The first part of the introductory text is a brief review of string theory focusing on the role of p-branes. In particular, we consider the so-called D-branes which currently are attracting a considerable amount of attention. The purpose of this part is mainly to put into context the results of Papers IV, V and VI concerning action functionals describing the low-energy dynamics of D-branes. More specifically, in Paper IV we study reformulations of the Dirac-Born-Infeld action involving an auxiliary world-volume metric. In Papers V and VI we then construct the supersymmetric and kappa-symmetric actions for D-branes propagating in curved type II supergravity backgrounds (for p=3 in Paper V and then for arbitrary p in Paper VI). The discussion of perturbative string theory given in this part of the introduction is also intended to provide some background to Paper II which contains an application of the Reggeon-sewing approach to the construction of string vertices.

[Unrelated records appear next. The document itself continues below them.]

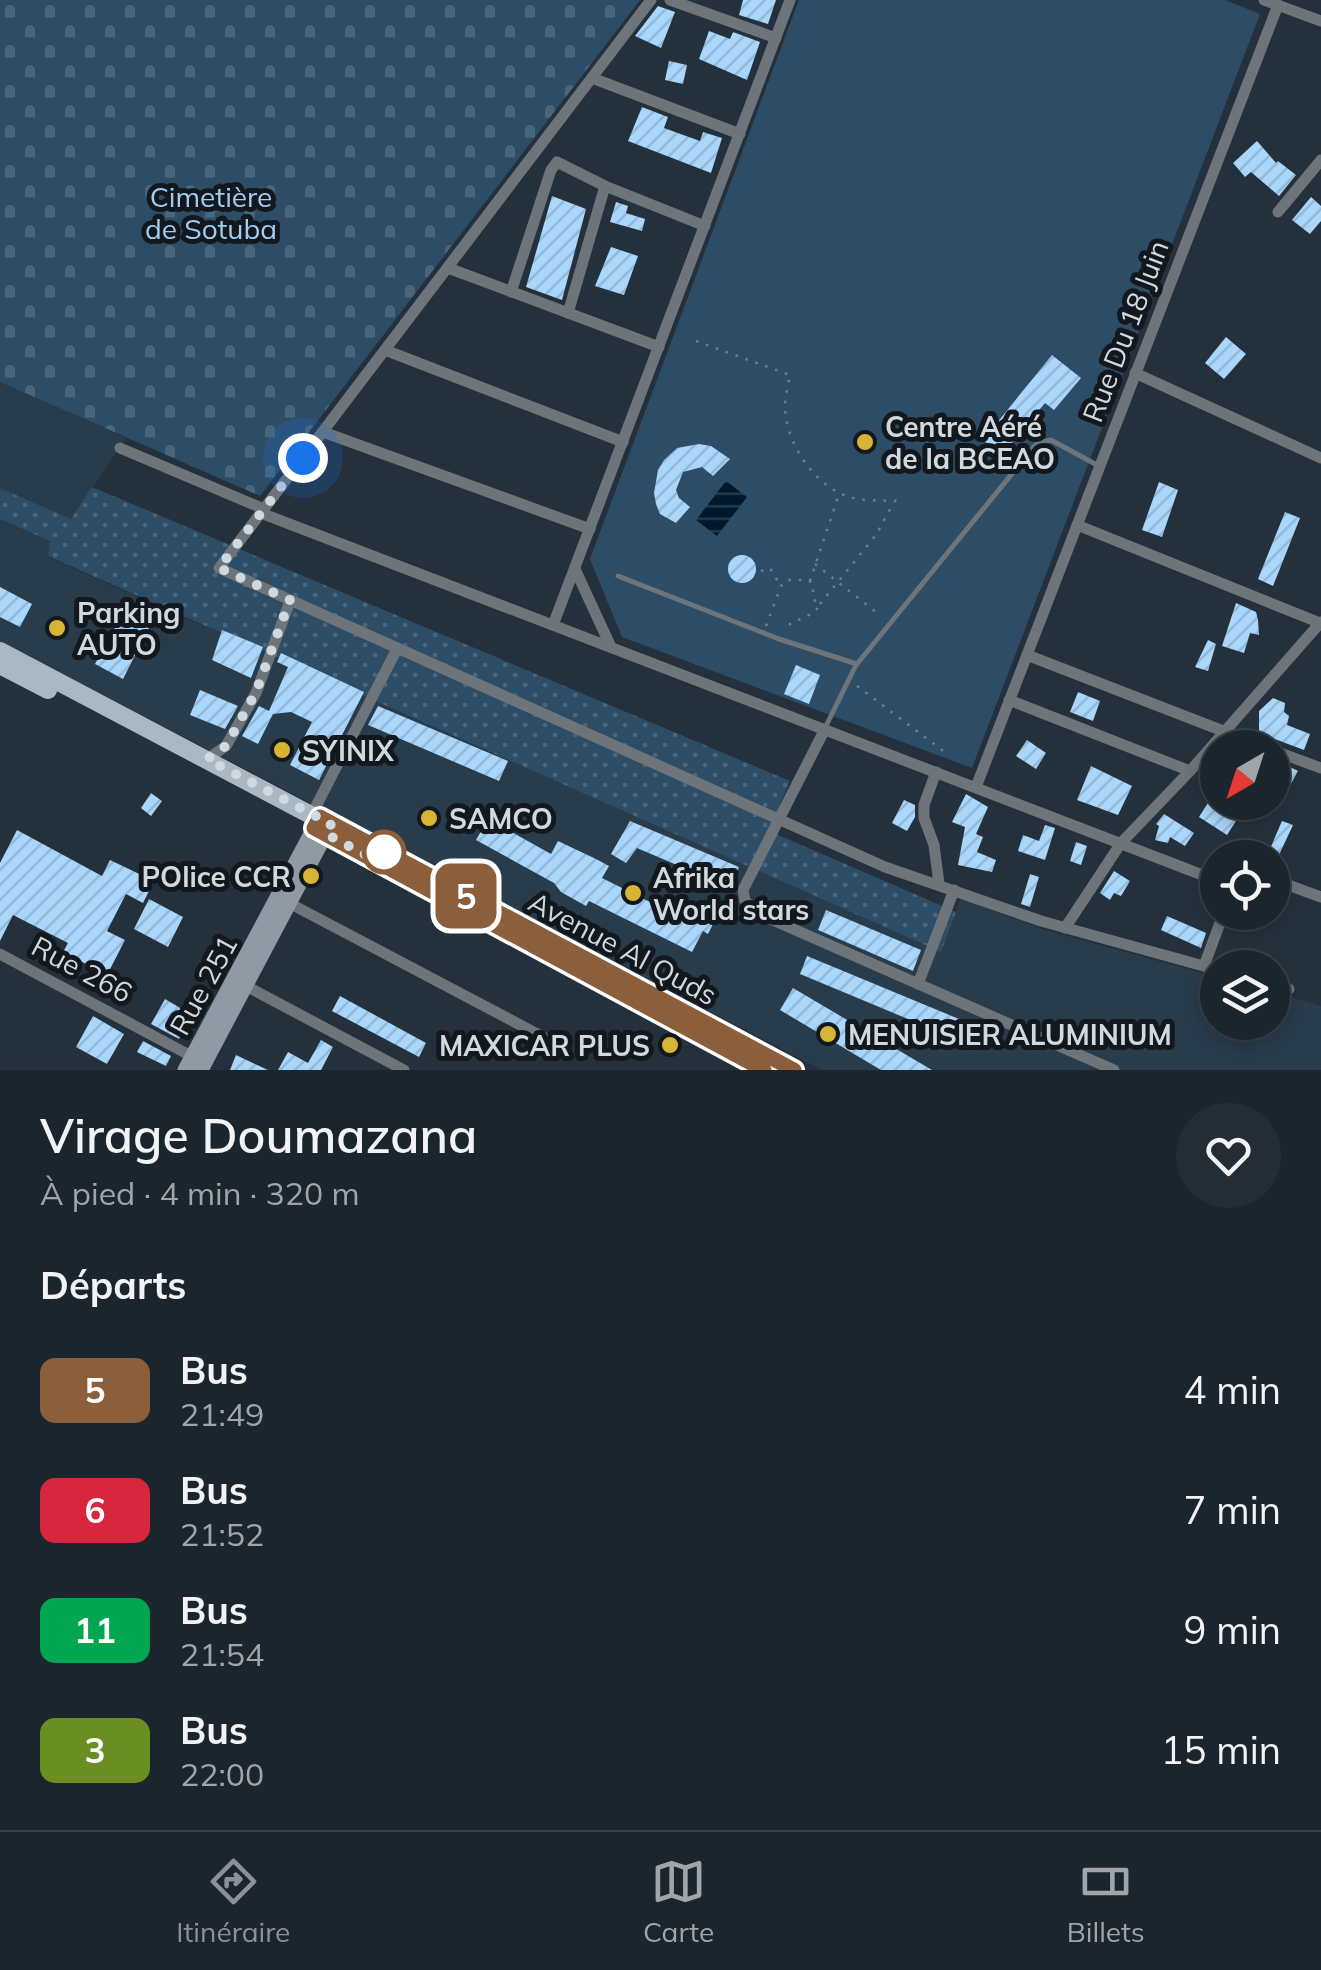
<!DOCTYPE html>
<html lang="fr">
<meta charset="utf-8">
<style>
:root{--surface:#1b252d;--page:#242d35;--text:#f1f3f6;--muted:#a0a5aa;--line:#394249;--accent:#8c9099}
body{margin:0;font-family:Mulish,sans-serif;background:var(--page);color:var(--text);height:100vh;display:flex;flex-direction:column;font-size:38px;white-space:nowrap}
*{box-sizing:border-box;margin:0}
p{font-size:32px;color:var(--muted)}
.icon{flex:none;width:55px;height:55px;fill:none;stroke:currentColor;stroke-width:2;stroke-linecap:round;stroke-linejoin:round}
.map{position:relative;height:1070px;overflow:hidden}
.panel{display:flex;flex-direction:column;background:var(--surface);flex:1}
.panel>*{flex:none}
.badge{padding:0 20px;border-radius:15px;font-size:35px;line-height:65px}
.needle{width:65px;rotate:219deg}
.buttons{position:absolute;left:1200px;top:730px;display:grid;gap:20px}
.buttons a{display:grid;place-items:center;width:90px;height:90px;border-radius:50%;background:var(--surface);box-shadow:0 5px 15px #0003,0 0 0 2px var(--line);font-size:50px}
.you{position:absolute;width:50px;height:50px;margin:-25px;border:8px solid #fff;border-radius:50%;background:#1a73e8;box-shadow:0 0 0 15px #1a73e833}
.map>.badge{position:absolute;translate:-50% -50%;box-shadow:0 0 0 5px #fff}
h2{padding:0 40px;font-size:38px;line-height:90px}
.round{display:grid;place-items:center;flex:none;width:105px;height:105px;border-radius:52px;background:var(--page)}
.overview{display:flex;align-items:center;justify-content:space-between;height:170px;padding:0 40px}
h1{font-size:48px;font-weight:600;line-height:75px}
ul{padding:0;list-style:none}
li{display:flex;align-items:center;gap:30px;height:120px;padding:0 40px}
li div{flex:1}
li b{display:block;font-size:38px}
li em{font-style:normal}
li .badge{min-width:110px;font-weight:700;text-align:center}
.tabs{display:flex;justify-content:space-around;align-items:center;height:140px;border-top:2px solid var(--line);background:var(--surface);font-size:28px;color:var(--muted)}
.tabs a{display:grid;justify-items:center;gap:5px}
.tabs .active{color:var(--accent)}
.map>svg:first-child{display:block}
.built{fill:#293c4c}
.cemetery{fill:url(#cemetery-stones)}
.garden{fill:url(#garden-dots)}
.pitch{fill:#2d4d67}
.water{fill:url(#water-rules)}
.building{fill:url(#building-hatch)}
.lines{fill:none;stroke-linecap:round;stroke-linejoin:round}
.path{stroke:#727d86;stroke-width:2.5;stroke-dasharray:2.5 8;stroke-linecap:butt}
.lane{stroke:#6d747a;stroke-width:5}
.street{stroke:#6d747a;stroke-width:11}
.secondary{stroke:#909aa4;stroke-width:15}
.primary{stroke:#aab8c4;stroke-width:18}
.line-casing{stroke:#fff;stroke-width:22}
.line{stroke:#8b5e3c;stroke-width:15}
.walk{stroke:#d1d9e0;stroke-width:10;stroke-dasharray:0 18}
.poi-dot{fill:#d6b534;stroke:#12181d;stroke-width:4}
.stop-dot{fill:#fff;stroke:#8b5e3c;stroke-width:5}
.labels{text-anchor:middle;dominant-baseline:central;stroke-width:10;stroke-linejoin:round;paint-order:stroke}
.park-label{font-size:28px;fill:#a0cdf2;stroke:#12181d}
.street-label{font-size:28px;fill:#d1d9e0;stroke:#12181d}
.poi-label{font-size:28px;font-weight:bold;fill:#d1d9e0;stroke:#12181d;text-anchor:start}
</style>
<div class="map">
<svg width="1321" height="1070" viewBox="0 0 1321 1070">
<defs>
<pattern id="cemetery-stones" width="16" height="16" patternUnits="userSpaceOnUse" patternTransform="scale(2.5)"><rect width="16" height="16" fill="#2d4d67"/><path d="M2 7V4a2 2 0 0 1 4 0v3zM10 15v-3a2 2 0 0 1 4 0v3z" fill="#4a667c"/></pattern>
<pattern id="garden-dots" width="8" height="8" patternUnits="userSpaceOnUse" patternTransform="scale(2.5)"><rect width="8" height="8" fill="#2d4d67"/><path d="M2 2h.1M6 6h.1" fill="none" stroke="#4a667c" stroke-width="1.8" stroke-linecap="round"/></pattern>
<pattern id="water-rules" width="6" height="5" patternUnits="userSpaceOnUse" patternTransform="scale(2.5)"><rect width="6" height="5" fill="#00182c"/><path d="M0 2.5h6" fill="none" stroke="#24394a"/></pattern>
<pattern id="building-hatch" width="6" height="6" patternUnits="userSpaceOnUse" patternTransform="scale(2.5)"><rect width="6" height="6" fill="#a9d6fb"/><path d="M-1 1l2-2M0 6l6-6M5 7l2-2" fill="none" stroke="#94b8d6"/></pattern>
</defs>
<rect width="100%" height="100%" fill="#24313c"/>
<g class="built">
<polygon points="0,382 126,438 71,519 0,488"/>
<polygon points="0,519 50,541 48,557 940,951 961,898 1042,929 1217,977 1218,1022 1272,1022 1273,992 1321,1006 1321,1070 822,1070 0,641"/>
</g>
<polygon class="cemetery" points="0,0 640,0 260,496 0,382"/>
<polygon class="garden" points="92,487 790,781 769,831 956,912 941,952 48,556 50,541 0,519 0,488 71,519"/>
<polygon class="pitch" points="799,0 1225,0 1260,14 972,768 622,637 590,559"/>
<polygon class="water" points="726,481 747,497 717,536 696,520"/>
<g class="building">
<polygon points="743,0 776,0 768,24 739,15"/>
<polygon points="658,6 675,12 661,48 635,36"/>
<polygon points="709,31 730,39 733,32 760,42 747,80 699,59"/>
<polygon points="669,61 687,65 683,84 665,80"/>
<polygon points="642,107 668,117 664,128 700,141 703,132 722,138 711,173 628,141"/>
<polygon points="1257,141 1276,163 1278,161 1296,175 1279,196 1251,172 1245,177 1233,163"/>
<polygon points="552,196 586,209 562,300 526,287"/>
<polygon points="1311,197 1321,206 1321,221 1310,234 1292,220"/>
<polygon points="616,202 628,206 626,213 645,219 642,231 610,222"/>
<polygon points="611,247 638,256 624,295 595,286"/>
<polygon points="1226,337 1246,354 1224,379 1205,363"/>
<polygon points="1052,355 1081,378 1054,410 1045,403 1002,455 983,440"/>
<polygon points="699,444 711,446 730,459 713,476 702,467 683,472 676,490 679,498 690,507 676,523 660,514 656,504 654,493 658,470 664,460 677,448"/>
<polygon points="1159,482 1178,490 1162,537 1142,530"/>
<polygon points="1285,512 1300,518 1273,586 1258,579"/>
<circle cx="742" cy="569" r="14"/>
<polygon points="0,587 32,604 20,627 0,617"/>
<polygon points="1236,603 1256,612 1258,620 1259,635 1250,633 1244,653 1222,646"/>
<polygon points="128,604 154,618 123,679 95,664"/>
<polygon points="222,630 263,647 251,678 212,660"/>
<polygon points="1208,640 1216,644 1208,671 1195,667"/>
<polygon points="281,653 364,692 319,780 290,765 312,722 291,712 273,714 258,744 242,736 259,706 269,711 288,667 277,662"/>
<polygon points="796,665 820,675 809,704 784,694"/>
<polygon points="200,690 238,706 225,729 190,715"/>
<polygon points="1078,692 1100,701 1093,721 1070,712"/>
<polygon points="1273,698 1285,703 1284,712 1289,716 1287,725 1310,734 1304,750 1259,733 1259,711"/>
<polygon points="378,706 508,761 499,781 368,725"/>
<polygon points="1027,740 1046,753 1036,769 1016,756"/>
<polygon points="1091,766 1132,786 1118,815 1077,800"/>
<polygon points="1272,766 1285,772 1288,766 1298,771 1281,802 1272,799"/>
<polygon points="151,793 162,801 151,816 141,808"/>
<polygon points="966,794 988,807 976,834 983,837 977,852 996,860 992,872 958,865 965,827 952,822"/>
<polygon points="1211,798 1241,813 1227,835 1199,817"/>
<polygon points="904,800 915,805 915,817 907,831 892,823"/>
<polygon points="1164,814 1194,833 1185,846 1170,837 1168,843 1155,840 1159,826 1156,824"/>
<polygon points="488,819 551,854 558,841 596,859 609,866 602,878 688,921 697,904 718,914 708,934 703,931 692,952 589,901 586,906 561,892 554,883 476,840"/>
<polygon points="630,821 739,867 731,888 637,848 626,863 611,854"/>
<polygon points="1282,821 1293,825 1279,855 1269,851"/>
<polygon points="1045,825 1055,828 1045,860 1018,851 1023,835 1039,841"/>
<polygon points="17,830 102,876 110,860 154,881 143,903 126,894 107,931 125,940 107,975 63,952 68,943 13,915 0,941 0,863"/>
<polygon points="1076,842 1087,846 1081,865 1070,861"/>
<polygon points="1114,871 1130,881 1121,896 1114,893 1110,900 1100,893"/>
<polygon points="1030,874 1039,877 1030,907 1021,904"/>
<polygon points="149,899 183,917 168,947 134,929"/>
<polygon points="826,910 921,950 913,971 818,930"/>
<polygon points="1167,916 1206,933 1201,948 1161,930"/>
<polygon points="807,956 988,1031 980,1049 800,974"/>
<polygon points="793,988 932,1070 881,1070 780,1010"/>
<polygon points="340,996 426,1043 419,1057 332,1011"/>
<polygon points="165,999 192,1015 179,1039 151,1024"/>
<polygon points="93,1016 124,1034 107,1064 76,1047"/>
<polygon points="321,1040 333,1047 321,1070 278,1070 288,1052 308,1063"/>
<polygon points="143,1041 171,1056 166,1066 137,1052"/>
<polygon points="236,1055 268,1070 230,1070"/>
</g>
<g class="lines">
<g class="path">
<path d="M696,341L790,375C788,385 785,397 785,407C786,442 812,482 844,495C861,502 881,500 899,501"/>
<polyline points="815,564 881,616"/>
<polyline points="761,571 770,568 780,585"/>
<polyline points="810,581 839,494"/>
<polyline points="820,604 876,535 894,502"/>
<polyline points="766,626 781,586 787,580 808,580 813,584 813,598 819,606 815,612 782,628"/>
<polyline points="857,686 946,753"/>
</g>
<g class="lane">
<polyline points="618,576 779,639 857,664 1037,443 1051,440 1097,465"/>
<polyline points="826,726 856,665"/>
</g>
<g class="street">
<polyline points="651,0 219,568 885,867 1041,921 1218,970"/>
<polyline points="670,0 776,38"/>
<polyline points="1264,0 1321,21"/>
<polyline points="592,78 740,134"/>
<polyline points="1278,212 1321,160"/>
<polyline points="448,268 659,347"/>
<polyline points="511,292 551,170 557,162 605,186 705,226"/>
<polyline points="568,313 605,186"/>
<polyline points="385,350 623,442"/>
<polyline points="1135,373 1321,458"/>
<polyline points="323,432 590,529"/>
<polyline points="120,448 264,509"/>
<polyline points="261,513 1218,881"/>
<polyline points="1077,525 1320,623"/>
<polyline points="575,569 611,647"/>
<polyline points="553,625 790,0"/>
<polyline points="1027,655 1267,748"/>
<polyline points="1009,700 1190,771"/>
<polyline points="825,729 743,890 745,901 757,913 1114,1070"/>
<polyline points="1272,750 1321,768"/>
<polyline points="207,759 226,746 256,693 290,601"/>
<polyline points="936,772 924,805 924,818 934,845 939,884"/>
<polyline points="976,787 1278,5"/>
<polyline points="312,814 397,649"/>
<polyline points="1272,879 1321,897"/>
<polyline points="289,903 545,1038"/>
<polyline points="1065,928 1121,843 1190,771 1321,622"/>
<polyline points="0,954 193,1057"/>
<polyline points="1204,966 1224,912"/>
<polyline points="918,984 954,890"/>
<polyline points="1272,985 1289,989"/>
<polyline points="246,986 404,1070"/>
</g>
<g class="secondary">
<polyline points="185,1070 320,817"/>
<polyline points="201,1070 331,824"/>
</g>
<g class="primary">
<polyline points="0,651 794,1070"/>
<polyline points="0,665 48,690"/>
<polyline points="540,949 764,1070"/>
</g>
</g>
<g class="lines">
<g class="line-casing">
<polyline id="line" points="764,1070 314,828 320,817 794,1070"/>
</g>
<use href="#line" class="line"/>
<polyline class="walk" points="303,458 219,568 290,600 256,692 226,746 207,759 331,824 326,834 383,864 384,852"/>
</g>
<g class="poi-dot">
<circle cx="865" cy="442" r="10"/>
<circle cx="57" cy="628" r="10"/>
<circle cx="282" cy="750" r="10"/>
<circle cx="429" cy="818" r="10"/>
<circle cx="311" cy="876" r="10"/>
<circle cx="633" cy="893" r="10"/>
<circle cx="828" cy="1034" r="10"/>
<circle cx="670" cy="1045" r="10"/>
</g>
<circle class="stop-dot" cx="384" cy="852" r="20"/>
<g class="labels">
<g class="park-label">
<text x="211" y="196">Cimetière<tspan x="211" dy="32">de Sotuba</tspan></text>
</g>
<g class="street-label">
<text transform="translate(1125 331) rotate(-69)">Rue Du 18 Juin</text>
<text transform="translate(623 948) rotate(28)">Avenue Al Quds</text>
<text transform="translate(82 969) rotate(28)">Rue 266</text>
<text transform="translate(203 985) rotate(-61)">Rue 251</text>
</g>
<g class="poi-label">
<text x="885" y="426">Centre Aéré<tspan x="885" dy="32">de la BCEAO</tspan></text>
<text x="77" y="612">Parking<tspan x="77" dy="32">AUTO</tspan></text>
<text x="302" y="750">SYINIX</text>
<text x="449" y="818">SAMCO</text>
<text x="291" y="876" text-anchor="end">POlice CCR</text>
<text x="653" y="877">Afrika<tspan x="653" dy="32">World stars</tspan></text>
<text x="848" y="1034">MENUISIER ALUMINIUM</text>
<text x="650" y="1045" text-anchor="end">MAXICAR PLUS</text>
</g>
</g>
</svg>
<div class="buttons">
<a><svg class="needle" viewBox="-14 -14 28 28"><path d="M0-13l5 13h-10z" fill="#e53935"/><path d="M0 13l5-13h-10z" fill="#a0a5aa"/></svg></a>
<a><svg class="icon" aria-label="locate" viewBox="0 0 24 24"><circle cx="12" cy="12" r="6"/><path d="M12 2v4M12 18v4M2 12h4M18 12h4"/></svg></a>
<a><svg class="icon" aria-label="layers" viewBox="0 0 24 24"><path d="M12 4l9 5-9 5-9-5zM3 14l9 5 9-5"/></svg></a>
</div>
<div class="you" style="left:303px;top:458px"></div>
<b class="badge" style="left:466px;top:896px;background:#8b5e3c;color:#fff">5</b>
</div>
<section class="panel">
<div class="overview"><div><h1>Virage Doumazana</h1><p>À pied · 4 min · 320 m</p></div><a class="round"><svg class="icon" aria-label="heart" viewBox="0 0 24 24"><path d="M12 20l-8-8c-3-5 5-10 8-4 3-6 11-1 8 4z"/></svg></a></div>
<h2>Départs</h2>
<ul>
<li><span class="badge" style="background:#8b5e3c;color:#fff">5</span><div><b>Bus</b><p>21:49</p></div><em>4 min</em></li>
<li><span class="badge" style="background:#d7263d;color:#fff">6</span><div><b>Bus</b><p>21:52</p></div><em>7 min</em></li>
<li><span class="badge" style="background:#00a651;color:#fff">11</span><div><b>Bus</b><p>21:54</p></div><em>9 min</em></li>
<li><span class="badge" style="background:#6b8e23;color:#fff">3</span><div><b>Bus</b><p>22:00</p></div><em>15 min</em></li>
</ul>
</section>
<nav class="tabs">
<a class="active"><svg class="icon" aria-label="directions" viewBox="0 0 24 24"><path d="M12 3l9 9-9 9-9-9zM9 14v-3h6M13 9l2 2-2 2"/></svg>Itinéraire</a>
<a><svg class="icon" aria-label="map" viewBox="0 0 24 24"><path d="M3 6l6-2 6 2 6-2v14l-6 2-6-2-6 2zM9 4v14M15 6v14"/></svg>Carte</a>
<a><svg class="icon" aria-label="tickets" viewBox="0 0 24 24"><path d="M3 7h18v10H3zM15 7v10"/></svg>Billets</a>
</nav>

The second part covers a rather different subject, namely higher-dimensional loop algebras and their cohomology, with the aim of facilitating the reading of Papers I, III and VII. The relation to p-branes is to be found in Paper I where we introduce a certain higher-dimensional generalization of the loop algebra Map(S1, g) and discuss its potential applicability as a symmetry algebra for p-branes. Papers III and VII are mathematically oriented outgrowths of this paper addressing the issue of realizing algebras of this kind, known in physics as current algebras, in terms of pseudodifferential operators (PSDOs). The main result of Paper III is a proof of the equivalence between certain Lie-algebra cocycles on the space of second-quantizable PSDOs. This result is of general validity in the sense that it is not restricted to any particular current algebra that one might wish to realize in this manner. Finally, in Paper VII we present a partially successful attempt at finding such a realization of the algebra introduced in Paper I.